Firstly, there was the relatively trivial matter of using SHA-512 digests
on new
signatures.
This was mostly a matter of adjusting our configuration, although writing
the test was a bit tricky since
PyGPGME isn’t as helpful as it could
be. (Simpler repository implementations that call gpg
from the command
line should probably just add the --digest-algo SHA512
option instead of
imitating this.)
After getting that in place, any change to a suite in a PPA will result in it being re-signed with SHA-512, which is good as far as it goes, but we also want to re-sign PPAs that haven’t been modified. Launchpad hosts more than 50000 active PPAs, though, a significant percentage of which include packages for sufficiently recent Ubuntu releases that we’d want to re-sign them for this. We can’t expect everyone to push new uploads, and we need to run this through at least some part of our usual publication machinery rather than just writing a hacky shell script to do the job (which would have no idea which keys to sign with, to start with); but forcing full reprocessing of all those PPAs would take a prohibitively long time, and at the moment we need to interrupt normal PPA publication to do this kind of work.

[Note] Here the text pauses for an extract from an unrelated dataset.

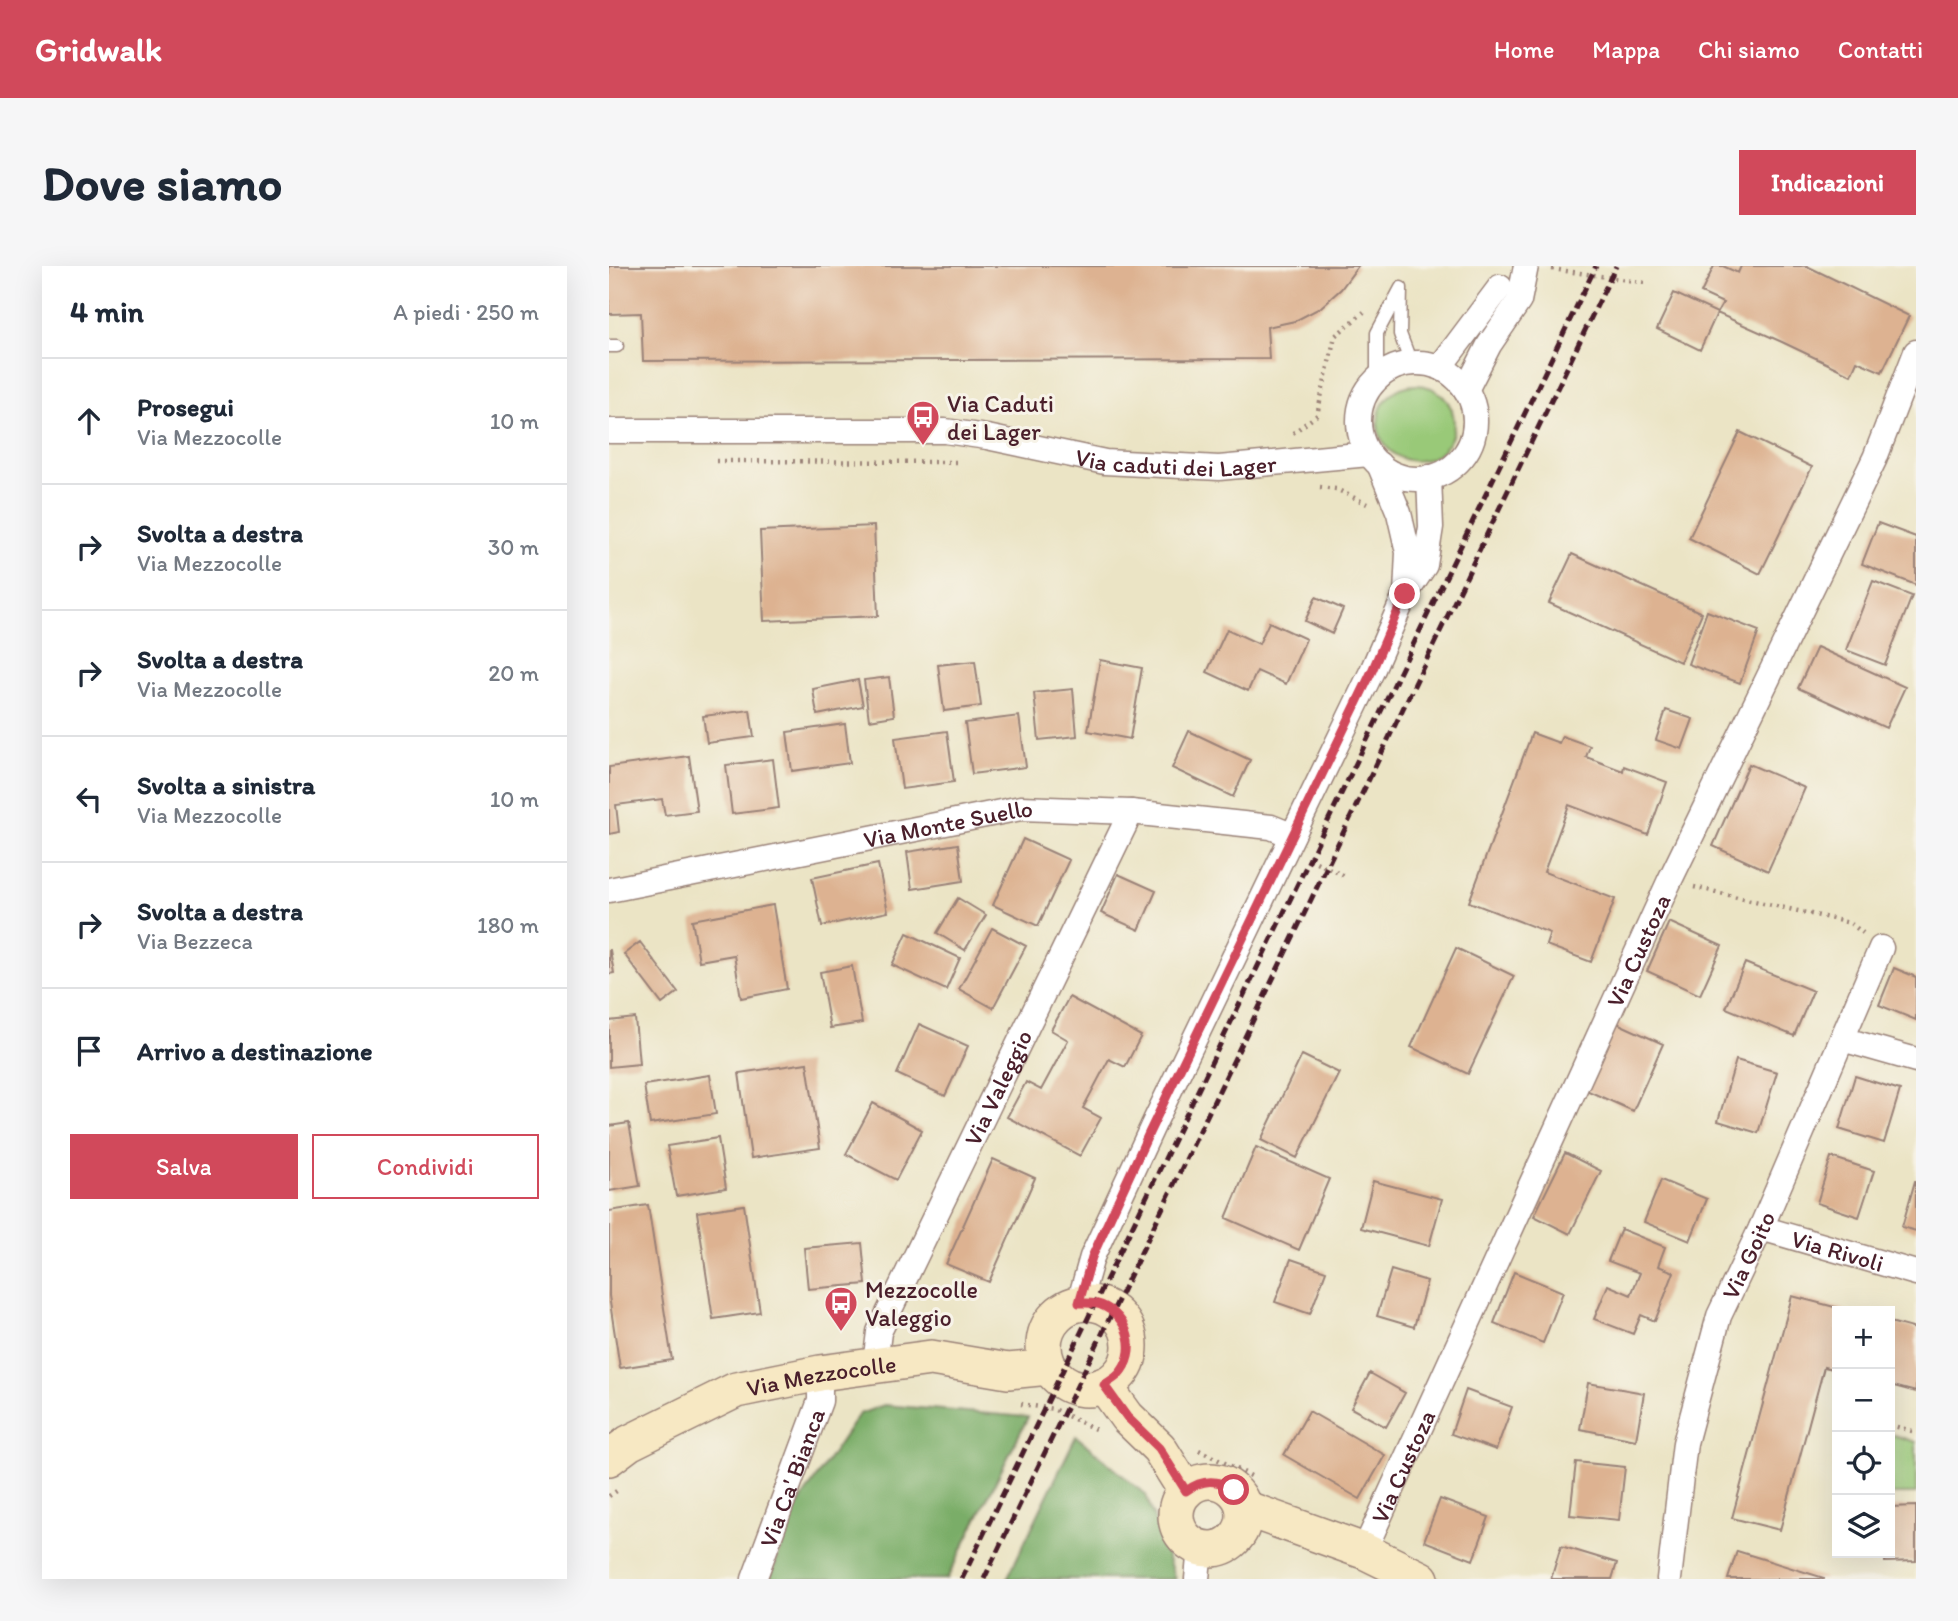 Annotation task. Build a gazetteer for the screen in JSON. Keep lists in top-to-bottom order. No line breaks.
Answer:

I therefore had to spend some quality time working out how to make things go fast enough.
The first couple of changes
(1,
2)
were to add options to our publisher script to let us run just the one step
we need in “careful” mode: that is, forcibly re-run the Release
file
processing step even if it thinks nothing has changed, and entirely disable
the other steps such as generating Packages
and Sources
files. Then
last week I finally got around to timing things on one of our staging
systems so that we could estimate how long a full run would take. It was
taking a little over two seconds per archive, which meant that if we were to
re-sign all published PPAs then that would take more than 33 hours!

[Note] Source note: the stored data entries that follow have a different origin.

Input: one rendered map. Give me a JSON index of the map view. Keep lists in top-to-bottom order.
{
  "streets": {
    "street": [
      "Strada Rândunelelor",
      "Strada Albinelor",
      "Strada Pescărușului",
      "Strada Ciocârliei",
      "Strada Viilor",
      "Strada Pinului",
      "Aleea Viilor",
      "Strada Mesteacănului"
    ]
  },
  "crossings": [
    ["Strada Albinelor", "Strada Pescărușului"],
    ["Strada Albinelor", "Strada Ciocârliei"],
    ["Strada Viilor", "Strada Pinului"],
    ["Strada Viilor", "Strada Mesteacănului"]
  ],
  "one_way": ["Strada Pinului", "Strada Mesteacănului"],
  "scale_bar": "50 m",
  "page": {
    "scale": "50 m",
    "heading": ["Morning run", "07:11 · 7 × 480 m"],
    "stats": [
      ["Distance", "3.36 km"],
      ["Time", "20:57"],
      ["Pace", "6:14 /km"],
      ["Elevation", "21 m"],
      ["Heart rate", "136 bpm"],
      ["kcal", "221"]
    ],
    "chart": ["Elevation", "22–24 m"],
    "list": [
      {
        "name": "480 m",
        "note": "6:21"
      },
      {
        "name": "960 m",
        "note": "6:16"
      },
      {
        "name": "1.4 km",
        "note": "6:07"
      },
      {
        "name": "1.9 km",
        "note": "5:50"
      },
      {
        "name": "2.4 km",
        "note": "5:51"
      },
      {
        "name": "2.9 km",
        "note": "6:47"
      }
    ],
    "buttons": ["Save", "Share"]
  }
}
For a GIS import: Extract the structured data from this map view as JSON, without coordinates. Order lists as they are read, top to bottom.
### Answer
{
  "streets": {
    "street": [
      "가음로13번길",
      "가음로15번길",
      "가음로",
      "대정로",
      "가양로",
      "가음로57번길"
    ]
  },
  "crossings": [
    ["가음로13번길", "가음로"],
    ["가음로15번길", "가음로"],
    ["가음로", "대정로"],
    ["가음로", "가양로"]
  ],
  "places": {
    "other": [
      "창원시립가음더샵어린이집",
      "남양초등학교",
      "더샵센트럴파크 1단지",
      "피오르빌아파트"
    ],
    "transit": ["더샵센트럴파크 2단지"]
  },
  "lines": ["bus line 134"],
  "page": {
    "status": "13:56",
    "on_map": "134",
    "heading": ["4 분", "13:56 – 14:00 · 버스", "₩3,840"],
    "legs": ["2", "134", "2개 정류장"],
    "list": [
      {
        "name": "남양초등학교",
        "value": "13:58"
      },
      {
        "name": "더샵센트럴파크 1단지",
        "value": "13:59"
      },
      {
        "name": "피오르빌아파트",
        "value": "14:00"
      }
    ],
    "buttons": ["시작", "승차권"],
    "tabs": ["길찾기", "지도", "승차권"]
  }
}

Obviously this wasn’t viable; even just re-signing xenial would be
prohibitively slow.
The next question was where all that time was going. I thought perhaps that
the actual signing might be slow for some reason, but it was taking about
half a second per archive: not great, but not enough to account for most of
the slowness. The main part of the delay was in fact when we committed the
database transaction after processing each archive, but not in the actual
PostgreSQL commit, rather in the ORM invalidate
method called to prepare for a commit.
Launchpad uses the excellent Storm for all of its database interactions. One property of this ORM (and possibly of others; I’ll cheerfully admit to not having spent much time with other ORMs) is that it uses a WeakValueDictionary to keep track of the objects it’s populated with database results. Before it commits a transaction, it iterates over all those “alive” objects to note that if they’re used in future then information needs to be reloaded from the database first. Usually this is a very good thing: it saves us from having to think too hard about data consistency at the application layer. But in this case, one of the things we did at the start of the publisher script was:
def getPPAs(self, distribution):
"""Find private package archives for the selected distribution."""
if (self.isCareful(self.options.careful_publishing) or
self.options.include_non_pending):
return distribution.getAllPPAs()
else:
return distribution.getPendingPublicationPPAs()
def getTargetArchives(self, distribution):
"""Find the archive(s) selected by the script's options."""
if self.options.partner:
return [distribution.getArchiveByComponent('partner')]
elif self.options.ppa:
return filter(is_ppa_public, self.getPPAs(distribution))
elif self.options.private_ppa:
return filter(is_ppa_private, self.getPPAs(distribution))
elif self.options.copy_archive:
return self.getCopyArchives(distribution)
else:
return [distribution.main_archive]
That innocuous-looking filter
means that we do all the public/private
filtering of PPAs up-front and return a list of all the PPAs we intend to
operate on. This means that all those objects are alive as far as Storm is
concerned and need to be considered for invalidation on every commit, and
the time required for that stacks up when many thousands of objects are
involved: this is essentially accidentally
quadratic behaviour, because all
archives are considered when committing changes to each archive in turn.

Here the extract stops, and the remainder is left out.